Ma génération qui a vécu et façonné une partie de la trajectoire de cette Histoire a atteint l’essoufflement  de l’âge et aimerait bien voir ses descendants poursuivre cet élan et contribuer à l’essor des cette nation.

Sans la connaissance de l’Histoire de notre implantation sur ce sol à aujourd’hui, il me semble que le futur ne connaîtra pas une suite logique à ce passé productif.

Plusieurs étapes ont marqué toute cette période.
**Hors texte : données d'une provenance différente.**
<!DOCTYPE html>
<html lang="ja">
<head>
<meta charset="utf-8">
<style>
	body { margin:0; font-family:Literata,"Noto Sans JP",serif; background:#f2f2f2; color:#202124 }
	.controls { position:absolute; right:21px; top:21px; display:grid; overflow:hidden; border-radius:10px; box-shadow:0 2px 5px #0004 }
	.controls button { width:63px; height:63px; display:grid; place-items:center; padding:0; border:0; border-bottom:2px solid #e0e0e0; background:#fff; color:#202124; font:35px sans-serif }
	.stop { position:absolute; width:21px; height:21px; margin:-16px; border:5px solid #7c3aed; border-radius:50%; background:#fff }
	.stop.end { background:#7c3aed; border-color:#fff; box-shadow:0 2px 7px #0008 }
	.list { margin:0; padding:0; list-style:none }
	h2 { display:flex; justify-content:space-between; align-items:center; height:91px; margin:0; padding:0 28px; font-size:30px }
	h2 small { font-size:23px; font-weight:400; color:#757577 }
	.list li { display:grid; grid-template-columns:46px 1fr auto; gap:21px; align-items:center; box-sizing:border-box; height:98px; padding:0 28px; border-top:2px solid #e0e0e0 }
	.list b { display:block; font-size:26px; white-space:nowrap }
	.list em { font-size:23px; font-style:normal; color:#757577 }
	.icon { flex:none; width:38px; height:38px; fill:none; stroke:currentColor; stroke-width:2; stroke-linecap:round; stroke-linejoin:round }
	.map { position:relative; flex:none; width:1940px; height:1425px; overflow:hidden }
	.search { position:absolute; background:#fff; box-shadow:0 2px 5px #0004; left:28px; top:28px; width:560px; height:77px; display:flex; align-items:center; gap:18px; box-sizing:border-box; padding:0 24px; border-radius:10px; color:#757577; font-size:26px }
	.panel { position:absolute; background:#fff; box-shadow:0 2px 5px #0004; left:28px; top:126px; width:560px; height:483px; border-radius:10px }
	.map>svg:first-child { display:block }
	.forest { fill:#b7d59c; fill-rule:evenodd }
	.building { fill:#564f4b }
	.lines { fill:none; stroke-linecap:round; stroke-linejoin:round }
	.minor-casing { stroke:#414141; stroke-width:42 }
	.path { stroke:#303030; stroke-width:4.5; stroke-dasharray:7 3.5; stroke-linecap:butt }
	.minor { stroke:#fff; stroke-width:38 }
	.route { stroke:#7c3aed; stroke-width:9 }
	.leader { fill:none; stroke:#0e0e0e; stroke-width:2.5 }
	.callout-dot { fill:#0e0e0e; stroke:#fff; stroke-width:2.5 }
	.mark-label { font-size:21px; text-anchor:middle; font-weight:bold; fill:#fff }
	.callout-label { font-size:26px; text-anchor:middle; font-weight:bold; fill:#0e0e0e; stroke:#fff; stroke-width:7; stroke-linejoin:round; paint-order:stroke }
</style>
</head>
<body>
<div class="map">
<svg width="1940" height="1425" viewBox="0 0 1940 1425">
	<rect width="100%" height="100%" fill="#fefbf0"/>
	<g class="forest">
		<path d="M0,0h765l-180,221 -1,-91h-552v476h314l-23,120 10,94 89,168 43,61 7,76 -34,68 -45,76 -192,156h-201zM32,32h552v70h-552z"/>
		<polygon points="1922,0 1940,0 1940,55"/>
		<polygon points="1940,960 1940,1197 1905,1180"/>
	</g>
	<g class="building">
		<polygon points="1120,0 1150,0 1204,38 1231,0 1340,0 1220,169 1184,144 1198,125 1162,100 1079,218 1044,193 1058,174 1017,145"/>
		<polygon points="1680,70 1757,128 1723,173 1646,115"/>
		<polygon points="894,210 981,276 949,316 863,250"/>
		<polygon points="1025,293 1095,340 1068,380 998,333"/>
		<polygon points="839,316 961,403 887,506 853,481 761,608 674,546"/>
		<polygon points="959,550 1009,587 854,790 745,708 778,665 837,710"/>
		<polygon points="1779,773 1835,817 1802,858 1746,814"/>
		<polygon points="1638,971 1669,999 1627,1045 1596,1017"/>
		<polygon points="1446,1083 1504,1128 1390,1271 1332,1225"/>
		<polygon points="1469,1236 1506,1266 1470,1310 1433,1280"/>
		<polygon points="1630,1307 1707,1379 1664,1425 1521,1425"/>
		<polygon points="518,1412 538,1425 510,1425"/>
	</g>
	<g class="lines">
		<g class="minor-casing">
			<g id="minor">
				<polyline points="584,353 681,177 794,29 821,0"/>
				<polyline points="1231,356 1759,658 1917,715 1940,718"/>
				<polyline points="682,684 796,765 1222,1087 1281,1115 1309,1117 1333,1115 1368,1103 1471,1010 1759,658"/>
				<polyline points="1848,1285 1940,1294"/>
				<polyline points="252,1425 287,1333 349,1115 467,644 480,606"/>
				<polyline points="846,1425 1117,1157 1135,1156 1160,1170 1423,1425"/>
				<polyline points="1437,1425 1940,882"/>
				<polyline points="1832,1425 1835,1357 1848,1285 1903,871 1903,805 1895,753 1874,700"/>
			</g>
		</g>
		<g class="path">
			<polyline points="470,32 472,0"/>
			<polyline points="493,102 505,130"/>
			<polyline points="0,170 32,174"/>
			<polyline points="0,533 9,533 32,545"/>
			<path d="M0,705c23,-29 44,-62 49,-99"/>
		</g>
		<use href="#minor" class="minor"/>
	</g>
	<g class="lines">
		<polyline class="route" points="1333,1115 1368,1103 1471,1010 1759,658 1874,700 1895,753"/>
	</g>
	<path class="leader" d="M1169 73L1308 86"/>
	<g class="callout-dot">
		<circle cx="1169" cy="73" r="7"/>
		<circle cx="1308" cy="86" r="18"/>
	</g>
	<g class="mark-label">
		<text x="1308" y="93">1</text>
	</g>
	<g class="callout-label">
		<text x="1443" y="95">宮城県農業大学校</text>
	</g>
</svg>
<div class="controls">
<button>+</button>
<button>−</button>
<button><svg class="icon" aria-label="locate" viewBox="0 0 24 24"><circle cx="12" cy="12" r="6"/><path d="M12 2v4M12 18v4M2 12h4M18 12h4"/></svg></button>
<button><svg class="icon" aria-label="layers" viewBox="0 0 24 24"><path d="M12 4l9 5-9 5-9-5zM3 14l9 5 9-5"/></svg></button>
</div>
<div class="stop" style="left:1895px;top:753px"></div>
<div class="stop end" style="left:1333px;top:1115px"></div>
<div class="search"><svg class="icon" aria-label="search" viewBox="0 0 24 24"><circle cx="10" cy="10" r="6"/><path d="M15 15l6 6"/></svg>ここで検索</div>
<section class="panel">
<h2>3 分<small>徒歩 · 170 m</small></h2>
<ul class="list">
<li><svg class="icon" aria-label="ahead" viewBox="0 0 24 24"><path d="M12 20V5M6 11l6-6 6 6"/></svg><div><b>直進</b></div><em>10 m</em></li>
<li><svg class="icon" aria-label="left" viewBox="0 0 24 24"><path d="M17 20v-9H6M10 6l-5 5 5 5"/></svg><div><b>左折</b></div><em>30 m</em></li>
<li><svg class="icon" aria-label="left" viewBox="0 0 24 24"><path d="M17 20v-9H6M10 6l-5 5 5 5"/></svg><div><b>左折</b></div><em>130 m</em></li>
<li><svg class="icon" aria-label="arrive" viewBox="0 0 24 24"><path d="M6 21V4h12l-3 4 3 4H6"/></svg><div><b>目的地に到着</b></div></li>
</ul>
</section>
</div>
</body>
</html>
Il y eut l’Histoire  de la découverte du territoire par les Français et par les Anglais, il y eut l’Histoire avant la Révolution tranquille, il y eut la Révolution tranquille, il y eut la loi 101 qui promulgua la langue française puis il y eut deux référendums pour atteindre l’indépendance du Québec.

Les jeunes sont plus ouverts à la diversité.  Mais plus timides face à la langue et la culture françaises. La campagne en faveur du climat et de l’écologie les interpellent plus passionnément. Ils ignorent que les bienfaits de notre société actuelle sont grandement le résultat de batailles du passé. Ils ne sont pas sensibles à la fragilité de ces acquis.

Il ne reste plus aux vieux que nous sommes le rôle de spectateurs impatients de voir la suite de l’Histoire et ce qu’on fera de notre legs.